[Saved data entries]
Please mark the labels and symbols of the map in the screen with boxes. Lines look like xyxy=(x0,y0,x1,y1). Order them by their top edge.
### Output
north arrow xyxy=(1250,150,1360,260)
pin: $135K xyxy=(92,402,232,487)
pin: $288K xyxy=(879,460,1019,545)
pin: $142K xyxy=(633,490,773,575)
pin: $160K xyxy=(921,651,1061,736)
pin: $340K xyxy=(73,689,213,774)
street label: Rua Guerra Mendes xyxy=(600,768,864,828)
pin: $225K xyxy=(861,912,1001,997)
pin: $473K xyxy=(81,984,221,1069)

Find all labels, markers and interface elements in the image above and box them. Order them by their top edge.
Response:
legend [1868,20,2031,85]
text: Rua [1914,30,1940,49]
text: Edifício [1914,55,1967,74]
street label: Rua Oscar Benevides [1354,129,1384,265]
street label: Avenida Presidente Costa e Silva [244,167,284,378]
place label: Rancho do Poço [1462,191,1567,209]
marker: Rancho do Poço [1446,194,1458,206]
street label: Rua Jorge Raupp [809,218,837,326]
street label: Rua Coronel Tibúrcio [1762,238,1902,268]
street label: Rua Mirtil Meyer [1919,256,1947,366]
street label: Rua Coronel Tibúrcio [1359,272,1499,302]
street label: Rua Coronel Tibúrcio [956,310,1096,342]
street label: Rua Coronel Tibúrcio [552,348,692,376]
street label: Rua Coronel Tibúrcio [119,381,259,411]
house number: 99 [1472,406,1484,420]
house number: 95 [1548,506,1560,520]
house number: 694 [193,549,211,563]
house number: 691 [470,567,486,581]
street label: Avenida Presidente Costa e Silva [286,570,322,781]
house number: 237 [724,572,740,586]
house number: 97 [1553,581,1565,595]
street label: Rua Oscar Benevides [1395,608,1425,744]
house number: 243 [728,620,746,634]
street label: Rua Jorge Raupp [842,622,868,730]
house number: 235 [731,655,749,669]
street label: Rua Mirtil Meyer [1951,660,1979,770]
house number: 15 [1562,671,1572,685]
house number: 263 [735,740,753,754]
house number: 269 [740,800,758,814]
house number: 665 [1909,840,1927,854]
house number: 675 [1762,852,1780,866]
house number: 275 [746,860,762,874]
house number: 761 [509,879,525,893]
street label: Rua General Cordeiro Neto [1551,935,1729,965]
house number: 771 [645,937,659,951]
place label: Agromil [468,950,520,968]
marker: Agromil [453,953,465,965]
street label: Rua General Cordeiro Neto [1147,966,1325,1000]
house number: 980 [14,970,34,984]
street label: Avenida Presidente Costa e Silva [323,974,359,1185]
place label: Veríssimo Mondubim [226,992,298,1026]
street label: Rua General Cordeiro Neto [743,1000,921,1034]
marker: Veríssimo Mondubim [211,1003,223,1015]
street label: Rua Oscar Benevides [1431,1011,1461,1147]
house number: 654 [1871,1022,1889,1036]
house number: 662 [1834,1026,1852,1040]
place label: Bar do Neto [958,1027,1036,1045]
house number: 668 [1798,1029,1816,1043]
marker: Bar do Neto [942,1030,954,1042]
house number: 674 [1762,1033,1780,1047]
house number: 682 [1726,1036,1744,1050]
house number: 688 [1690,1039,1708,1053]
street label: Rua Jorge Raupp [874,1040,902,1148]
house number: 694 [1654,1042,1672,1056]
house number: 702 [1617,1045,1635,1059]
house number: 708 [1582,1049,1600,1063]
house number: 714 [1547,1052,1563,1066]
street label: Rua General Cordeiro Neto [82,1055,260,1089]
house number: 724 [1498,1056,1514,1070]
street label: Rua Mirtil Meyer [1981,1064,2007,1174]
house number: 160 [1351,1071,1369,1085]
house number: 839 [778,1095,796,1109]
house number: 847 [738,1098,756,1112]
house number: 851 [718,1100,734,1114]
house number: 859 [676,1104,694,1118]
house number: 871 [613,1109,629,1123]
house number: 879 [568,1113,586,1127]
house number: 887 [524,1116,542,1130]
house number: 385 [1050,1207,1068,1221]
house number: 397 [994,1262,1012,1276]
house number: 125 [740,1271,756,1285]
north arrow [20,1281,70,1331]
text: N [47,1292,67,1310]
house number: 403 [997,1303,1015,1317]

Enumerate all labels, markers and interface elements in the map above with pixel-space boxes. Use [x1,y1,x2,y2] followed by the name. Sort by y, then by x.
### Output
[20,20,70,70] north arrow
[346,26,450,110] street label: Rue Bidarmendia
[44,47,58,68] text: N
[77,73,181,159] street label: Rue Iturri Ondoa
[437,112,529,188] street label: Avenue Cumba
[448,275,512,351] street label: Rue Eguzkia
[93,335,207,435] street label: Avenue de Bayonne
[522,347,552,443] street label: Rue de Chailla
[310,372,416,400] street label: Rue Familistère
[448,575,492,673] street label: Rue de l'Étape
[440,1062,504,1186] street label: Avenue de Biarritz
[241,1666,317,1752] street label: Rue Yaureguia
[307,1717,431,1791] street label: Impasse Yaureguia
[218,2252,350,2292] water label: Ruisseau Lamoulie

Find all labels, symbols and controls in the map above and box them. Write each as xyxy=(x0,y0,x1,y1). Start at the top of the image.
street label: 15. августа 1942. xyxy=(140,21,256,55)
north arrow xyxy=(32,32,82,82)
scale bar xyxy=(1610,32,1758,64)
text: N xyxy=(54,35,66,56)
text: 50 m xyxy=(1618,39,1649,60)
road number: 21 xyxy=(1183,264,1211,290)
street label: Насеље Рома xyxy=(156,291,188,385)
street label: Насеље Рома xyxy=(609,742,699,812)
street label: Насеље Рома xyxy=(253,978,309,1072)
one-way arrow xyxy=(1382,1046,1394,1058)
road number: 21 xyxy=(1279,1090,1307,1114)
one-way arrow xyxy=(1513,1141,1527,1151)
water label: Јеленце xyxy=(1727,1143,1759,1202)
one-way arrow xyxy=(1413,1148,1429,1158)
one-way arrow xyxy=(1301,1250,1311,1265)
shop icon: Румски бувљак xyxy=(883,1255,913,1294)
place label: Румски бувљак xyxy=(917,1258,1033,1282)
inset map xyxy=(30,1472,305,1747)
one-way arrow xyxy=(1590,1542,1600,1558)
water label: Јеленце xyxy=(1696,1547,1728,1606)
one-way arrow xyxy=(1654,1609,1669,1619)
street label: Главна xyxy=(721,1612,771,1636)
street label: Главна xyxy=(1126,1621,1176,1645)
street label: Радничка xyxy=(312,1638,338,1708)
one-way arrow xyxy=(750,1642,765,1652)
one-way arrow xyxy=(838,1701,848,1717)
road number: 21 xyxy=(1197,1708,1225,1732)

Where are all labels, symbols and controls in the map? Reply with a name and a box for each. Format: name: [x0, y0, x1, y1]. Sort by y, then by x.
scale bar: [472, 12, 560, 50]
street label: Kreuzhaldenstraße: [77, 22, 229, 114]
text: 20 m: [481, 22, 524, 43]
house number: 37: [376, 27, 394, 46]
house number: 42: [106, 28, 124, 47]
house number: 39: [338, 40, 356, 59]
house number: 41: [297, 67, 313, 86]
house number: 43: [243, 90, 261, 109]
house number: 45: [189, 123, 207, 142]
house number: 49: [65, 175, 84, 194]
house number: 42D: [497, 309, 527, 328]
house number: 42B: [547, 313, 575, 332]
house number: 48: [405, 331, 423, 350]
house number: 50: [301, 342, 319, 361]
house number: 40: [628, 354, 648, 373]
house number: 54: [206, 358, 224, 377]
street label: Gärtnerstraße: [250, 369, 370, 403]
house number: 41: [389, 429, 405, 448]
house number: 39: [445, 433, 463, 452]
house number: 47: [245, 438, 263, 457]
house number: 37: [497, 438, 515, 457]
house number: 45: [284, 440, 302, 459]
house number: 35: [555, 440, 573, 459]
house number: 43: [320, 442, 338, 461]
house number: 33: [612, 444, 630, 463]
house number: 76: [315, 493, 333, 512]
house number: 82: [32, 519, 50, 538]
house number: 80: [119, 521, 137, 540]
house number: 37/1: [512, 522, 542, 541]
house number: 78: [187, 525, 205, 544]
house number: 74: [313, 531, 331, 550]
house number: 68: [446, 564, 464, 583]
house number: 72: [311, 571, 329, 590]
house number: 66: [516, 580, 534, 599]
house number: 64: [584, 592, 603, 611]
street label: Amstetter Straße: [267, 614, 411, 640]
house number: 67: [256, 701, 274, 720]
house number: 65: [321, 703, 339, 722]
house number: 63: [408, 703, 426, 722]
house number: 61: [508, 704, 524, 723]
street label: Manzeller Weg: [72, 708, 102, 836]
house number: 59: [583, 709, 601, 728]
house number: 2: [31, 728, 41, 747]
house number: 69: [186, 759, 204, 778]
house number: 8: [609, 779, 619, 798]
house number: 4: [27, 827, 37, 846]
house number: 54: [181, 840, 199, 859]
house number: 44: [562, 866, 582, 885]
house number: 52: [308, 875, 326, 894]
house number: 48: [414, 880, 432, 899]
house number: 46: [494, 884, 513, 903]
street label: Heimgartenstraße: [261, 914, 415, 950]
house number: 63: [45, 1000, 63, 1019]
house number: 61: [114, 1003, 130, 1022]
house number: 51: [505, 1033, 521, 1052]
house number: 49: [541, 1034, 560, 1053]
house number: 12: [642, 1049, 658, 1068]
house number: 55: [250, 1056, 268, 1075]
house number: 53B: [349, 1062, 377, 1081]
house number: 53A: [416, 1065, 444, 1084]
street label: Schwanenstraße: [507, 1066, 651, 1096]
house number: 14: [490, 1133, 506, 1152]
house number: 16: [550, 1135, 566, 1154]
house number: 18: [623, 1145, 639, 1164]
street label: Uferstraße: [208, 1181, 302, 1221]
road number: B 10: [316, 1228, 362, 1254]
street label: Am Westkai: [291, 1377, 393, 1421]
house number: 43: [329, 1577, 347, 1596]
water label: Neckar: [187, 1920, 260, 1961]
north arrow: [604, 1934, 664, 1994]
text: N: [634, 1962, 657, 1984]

### Aim of the task:
Answer with a single number: how many lines above hold the word "Avenue"?

### Output of the task:
3